P.S. Either send the Berne resolutions (the translation) direct to Wijnkoop (if you have a copy), or send them here: we shall make a copy.[7]
It would be extremely important for us to have a private consultation with some of the German Left. Could you organise this? By the way, why not come over here?
[1] Preliminary conference.—Ed.
[3] Report of a delegate of the R.S.D.L.P. C.C. on the preliminary meeting held at Berne on July 11, 1915, on the convocation of an International Socialist Conference.

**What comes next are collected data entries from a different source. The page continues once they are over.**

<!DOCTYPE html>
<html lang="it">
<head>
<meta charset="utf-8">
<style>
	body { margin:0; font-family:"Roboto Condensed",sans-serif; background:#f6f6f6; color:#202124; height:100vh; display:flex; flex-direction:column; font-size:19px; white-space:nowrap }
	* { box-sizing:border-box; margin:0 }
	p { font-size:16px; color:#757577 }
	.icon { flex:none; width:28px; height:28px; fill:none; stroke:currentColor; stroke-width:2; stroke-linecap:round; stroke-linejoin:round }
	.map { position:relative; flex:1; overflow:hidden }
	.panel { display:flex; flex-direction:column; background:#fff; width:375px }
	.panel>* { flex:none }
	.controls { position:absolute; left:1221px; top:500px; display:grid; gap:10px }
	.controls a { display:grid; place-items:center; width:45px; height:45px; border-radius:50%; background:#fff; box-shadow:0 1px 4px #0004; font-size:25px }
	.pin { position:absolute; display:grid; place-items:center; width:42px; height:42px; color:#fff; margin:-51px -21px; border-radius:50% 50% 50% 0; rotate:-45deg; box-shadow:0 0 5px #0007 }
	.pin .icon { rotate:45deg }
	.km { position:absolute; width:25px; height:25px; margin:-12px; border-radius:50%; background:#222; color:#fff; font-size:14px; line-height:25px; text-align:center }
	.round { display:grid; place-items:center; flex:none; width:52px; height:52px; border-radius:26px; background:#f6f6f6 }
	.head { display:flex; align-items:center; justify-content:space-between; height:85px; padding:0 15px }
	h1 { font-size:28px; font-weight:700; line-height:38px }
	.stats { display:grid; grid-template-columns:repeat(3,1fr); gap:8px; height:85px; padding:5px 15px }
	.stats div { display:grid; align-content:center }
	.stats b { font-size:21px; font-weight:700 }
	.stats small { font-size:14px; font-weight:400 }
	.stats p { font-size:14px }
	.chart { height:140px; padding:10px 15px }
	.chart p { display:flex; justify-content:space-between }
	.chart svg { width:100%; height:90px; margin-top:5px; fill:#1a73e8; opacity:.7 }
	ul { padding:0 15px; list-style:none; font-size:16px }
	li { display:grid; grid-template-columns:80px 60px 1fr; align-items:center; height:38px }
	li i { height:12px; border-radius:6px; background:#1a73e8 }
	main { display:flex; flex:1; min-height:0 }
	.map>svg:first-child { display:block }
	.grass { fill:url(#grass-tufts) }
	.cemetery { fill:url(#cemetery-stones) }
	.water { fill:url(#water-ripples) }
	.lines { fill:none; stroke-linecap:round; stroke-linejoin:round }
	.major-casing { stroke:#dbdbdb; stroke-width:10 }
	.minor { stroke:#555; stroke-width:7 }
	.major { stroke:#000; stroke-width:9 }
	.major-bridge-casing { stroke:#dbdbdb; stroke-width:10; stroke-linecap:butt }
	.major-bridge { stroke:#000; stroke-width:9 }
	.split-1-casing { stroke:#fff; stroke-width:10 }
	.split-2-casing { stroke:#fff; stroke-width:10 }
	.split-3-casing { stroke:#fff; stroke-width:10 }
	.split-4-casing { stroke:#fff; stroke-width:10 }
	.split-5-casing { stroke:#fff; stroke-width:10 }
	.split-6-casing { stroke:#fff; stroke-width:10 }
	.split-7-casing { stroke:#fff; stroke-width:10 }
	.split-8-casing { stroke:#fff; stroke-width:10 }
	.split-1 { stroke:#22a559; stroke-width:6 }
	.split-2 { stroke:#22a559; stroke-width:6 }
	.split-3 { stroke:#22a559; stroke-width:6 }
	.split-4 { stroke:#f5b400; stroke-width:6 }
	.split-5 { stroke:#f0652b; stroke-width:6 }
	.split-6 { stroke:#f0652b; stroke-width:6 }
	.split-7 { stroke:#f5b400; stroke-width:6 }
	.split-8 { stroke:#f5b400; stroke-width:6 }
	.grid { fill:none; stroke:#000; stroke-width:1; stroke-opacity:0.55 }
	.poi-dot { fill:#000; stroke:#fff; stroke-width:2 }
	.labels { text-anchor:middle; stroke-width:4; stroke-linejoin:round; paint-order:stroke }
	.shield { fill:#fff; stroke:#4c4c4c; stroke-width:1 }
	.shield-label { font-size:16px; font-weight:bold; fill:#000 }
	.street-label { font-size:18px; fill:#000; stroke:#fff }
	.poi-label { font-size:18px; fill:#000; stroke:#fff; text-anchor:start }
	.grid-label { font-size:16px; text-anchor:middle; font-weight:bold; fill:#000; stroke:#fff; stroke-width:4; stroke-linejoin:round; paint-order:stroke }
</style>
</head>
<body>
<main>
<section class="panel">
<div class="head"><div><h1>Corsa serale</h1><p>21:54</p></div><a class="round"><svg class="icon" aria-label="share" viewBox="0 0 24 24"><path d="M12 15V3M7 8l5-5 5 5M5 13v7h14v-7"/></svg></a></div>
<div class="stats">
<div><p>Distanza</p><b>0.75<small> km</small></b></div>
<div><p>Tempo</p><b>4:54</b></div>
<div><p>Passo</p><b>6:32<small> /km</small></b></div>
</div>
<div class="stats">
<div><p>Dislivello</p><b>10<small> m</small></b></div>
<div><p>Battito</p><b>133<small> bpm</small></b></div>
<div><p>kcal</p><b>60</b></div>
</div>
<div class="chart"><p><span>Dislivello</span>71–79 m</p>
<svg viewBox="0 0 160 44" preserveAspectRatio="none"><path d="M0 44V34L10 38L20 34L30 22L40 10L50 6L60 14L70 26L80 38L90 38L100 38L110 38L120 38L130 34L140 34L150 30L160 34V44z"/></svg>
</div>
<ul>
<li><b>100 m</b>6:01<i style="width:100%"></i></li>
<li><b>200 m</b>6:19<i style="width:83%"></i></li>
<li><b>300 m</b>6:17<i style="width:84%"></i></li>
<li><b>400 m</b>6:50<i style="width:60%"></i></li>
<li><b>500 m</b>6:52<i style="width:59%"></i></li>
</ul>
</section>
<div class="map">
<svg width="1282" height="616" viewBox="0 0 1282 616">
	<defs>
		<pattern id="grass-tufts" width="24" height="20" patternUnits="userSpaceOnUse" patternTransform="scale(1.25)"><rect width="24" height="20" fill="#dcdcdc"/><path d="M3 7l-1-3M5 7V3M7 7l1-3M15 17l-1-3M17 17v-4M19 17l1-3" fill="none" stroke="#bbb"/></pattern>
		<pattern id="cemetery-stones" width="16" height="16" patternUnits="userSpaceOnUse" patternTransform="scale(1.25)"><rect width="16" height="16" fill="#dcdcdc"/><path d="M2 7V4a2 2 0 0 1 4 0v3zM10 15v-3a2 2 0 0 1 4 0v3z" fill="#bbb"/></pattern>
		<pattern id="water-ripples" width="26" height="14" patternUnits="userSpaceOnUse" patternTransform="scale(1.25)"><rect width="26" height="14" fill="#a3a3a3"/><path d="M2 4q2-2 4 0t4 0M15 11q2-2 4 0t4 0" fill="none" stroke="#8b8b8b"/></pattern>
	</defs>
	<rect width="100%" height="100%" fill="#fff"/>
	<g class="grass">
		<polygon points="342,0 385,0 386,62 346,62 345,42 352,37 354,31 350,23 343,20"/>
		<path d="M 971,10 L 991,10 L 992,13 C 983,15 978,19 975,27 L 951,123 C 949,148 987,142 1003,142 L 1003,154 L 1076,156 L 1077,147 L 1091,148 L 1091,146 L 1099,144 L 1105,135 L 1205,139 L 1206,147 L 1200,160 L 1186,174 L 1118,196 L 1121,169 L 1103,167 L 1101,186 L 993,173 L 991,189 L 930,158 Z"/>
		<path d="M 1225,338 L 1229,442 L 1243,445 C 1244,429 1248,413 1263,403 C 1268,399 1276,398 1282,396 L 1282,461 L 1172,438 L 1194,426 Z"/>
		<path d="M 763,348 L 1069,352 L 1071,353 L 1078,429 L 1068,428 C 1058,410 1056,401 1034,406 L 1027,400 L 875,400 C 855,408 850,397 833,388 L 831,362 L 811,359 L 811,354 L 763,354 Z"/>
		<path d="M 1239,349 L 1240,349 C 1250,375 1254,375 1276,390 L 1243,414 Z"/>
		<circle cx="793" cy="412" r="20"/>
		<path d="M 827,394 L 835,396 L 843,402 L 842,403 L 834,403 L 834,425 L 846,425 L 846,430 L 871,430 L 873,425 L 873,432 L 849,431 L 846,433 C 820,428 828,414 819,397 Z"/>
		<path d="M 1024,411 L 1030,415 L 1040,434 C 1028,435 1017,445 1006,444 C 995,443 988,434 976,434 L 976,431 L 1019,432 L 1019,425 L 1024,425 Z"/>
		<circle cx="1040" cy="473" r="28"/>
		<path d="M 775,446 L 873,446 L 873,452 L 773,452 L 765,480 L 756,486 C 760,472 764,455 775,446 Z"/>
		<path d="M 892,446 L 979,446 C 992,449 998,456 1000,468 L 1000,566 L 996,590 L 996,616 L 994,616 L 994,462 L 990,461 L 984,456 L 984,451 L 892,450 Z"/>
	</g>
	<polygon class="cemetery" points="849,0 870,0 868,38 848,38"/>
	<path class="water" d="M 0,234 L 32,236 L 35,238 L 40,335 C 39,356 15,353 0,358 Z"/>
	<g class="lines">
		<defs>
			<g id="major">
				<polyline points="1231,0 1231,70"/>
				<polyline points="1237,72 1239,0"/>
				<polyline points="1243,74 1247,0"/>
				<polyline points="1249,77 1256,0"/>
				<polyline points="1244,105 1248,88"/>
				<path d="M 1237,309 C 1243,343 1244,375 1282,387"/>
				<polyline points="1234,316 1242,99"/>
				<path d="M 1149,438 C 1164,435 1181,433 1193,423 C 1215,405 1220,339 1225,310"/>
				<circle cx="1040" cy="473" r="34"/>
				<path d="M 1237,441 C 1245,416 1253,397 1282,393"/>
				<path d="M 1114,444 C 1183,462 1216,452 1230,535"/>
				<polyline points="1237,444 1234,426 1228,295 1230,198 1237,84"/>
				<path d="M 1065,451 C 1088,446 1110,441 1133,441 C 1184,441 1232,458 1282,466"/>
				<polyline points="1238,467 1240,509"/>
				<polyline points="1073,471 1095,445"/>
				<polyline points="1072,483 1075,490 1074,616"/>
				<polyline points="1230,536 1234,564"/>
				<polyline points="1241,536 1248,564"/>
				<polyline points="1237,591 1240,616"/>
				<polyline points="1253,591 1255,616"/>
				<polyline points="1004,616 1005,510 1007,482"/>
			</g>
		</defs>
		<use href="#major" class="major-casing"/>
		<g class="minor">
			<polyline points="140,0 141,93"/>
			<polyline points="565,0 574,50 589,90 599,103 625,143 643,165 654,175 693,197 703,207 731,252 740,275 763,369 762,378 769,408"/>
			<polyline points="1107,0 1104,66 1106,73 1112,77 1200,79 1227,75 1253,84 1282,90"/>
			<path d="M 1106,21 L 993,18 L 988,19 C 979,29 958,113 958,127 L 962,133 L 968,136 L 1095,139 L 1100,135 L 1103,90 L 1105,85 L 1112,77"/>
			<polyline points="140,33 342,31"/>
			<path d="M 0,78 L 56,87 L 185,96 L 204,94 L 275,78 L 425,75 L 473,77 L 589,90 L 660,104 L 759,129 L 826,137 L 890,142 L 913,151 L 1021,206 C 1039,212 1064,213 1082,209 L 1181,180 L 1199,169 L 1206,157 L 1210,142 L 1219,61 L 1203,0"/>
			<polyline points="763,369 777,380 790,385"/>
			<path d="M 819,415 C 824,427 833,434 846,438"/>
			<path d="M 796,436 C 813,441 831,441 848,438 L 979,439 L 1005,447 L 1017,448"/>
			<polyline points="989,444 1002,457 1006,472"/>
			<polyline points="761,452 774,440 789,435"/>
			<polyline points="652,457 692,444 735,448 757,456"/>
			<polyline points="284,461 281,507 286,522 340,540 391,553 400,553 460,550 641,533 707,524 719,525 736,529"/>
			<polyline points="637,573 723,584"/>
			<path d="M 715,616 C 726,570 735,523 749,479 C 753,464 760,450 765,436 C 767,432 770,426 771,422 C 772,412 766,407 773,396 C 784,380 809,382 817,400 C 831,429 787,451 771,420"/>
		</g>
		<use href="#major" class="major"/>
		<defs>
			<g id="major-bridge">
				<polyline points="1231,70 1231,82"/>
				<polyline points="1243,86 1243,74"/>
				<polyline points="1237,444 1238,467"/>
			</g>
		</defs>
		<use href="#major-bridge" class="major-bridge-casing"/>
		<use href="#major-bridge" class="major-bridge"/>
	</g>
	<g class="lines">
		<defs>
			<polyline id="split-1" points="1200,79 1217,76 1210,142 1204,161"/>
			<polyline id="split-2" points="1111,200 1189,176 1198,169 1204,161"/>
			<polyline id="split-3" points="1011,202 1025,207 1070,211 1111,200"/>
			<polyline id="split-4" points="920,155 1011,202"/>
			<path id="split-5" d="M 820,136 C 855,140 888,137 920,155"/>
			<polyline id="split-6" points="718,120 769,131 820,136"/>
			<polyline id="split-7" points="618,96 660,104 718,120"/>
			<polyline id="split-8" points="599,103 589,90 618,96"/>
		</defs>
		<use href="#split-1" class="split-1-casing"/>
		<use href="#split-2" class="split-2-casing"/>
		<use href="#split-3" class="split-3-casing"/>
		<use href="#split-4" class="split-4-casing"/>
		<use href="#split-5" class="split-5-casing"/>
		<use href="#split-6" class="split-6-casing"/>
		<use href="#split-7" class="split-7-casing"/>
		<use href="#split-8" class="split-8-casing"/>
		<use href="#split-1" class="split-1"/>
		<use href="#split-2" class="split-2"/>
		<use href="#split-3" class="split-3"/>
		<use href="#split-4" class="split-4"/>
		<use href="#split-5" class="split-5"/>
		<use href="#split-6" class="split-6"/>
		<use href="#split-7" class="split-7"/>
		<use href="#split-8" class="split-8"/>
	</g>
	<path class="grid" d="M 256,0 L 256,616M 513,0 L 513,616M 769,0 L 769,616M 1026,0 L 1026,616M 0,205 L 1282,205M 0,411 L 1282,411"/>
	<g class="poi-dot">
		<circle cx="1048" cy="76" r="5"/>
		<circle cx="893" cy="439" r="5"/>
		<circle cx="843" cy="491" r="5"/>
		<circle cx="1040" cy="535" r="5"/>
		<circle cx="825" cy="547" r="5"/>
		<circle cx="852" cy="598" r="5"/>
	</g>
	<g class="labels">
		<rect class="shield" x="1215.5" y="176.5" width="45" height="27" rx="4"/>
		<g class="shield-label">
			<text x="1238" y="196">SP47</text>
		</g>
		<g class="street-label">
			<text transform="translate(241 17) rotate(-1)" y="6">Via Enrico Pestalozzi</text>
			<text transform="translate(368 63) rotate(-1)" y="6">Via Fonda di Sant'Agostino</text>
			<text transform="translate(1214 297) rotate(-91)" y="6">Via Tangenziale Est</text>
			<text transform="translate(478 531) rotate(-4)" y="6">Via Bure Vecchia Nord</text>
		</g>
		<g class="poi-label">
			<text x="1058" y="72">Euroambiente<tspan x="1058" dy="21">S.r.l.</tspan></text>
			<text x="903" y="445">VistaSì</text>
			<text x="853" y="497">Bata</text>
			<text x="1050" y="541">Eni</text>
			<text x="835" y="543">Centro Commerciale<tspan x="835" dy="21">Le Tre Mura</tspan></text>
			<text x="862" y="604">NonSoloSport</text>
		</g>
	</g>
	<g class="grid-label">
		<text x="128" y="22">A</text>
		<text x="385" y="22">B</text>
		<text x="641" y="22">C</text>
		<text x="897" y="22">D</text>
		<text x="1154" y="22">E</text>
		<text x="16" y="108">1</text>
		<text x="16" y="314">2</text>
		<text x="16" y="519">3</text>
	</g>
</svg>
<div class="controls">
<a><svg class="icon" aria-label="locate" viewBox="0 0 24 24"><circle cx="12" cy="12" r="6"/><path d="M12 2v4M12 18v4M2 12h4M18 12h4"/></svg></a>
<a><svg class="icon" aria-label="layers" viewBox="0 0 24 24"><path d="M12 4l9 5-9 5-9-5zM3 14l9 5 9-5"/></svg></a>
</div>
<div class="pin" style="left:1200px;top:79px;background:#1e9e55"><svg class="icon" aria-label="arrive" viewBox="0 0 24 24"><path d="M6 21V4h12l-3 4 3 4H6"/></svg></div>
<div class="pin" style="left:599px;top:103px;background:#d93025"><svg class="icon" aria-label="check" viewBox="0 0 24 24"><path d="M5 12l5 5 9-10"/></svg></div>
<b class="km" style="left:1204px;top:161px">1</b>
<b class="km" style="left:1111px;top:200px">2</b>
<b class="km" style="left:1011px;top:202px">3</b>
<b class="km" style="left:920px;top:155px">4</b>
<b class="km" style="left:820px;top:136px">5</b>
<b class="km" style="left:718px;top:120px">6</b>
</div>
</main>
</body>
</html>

It was attended by representatives of the Social-Democratic Party of Switzerland, the Italian Socialist Party, the Executive of the Polish Social-Democratic Party and the P.S.P. Lewi&ctail;a ( Left-wing), the Menshevik Organising Committee and the Central Committee of the R.S.D.L.P. The meeting decided on another meeting which was to take the final decision on calling the conference. The second meeting was not held.
[4] Lichtstrahlen (Rays of Light)—a monthly of the group of Left-wing Social-Democrats in Germany (Internationale Sozialisten Deutschlands), published under the editorship of J. Borchardt. It was issued irregularly in Berlin from 1913 to 1921.
[5] See present edition, Vol. 35, pp. 195–97.
[6] The Stern (Star) group was never set up. The Bremen Left-wing Social-Democrats formed the Internationale Sozialisten Deutschlands group.
[7] A reference to the Conference of R.S.D.L.P. Groups Abroad in Berne between February 27 and March 4, 1915, convened on Lenin’s initiative. It had the significance of an all-Party conference because it was impossible to call a congress or an all-Russia conference during the war. The main item on its agenda was the question of war and the Party’s tasks. Lenin gave the report.
Lenin also wrote all the main resolutions and the introduction to them. They appeared in Sotsial-Demokrat and also as a supplement to the pamphlet Socialism and War, which was published in Russian and German. The resolutions of the Berne Conference were also published in leaflet form in French and circulated among the delegates to the Zimmerwald Socialist Conference and mailed to Left-wing Social-Democrats in other countries.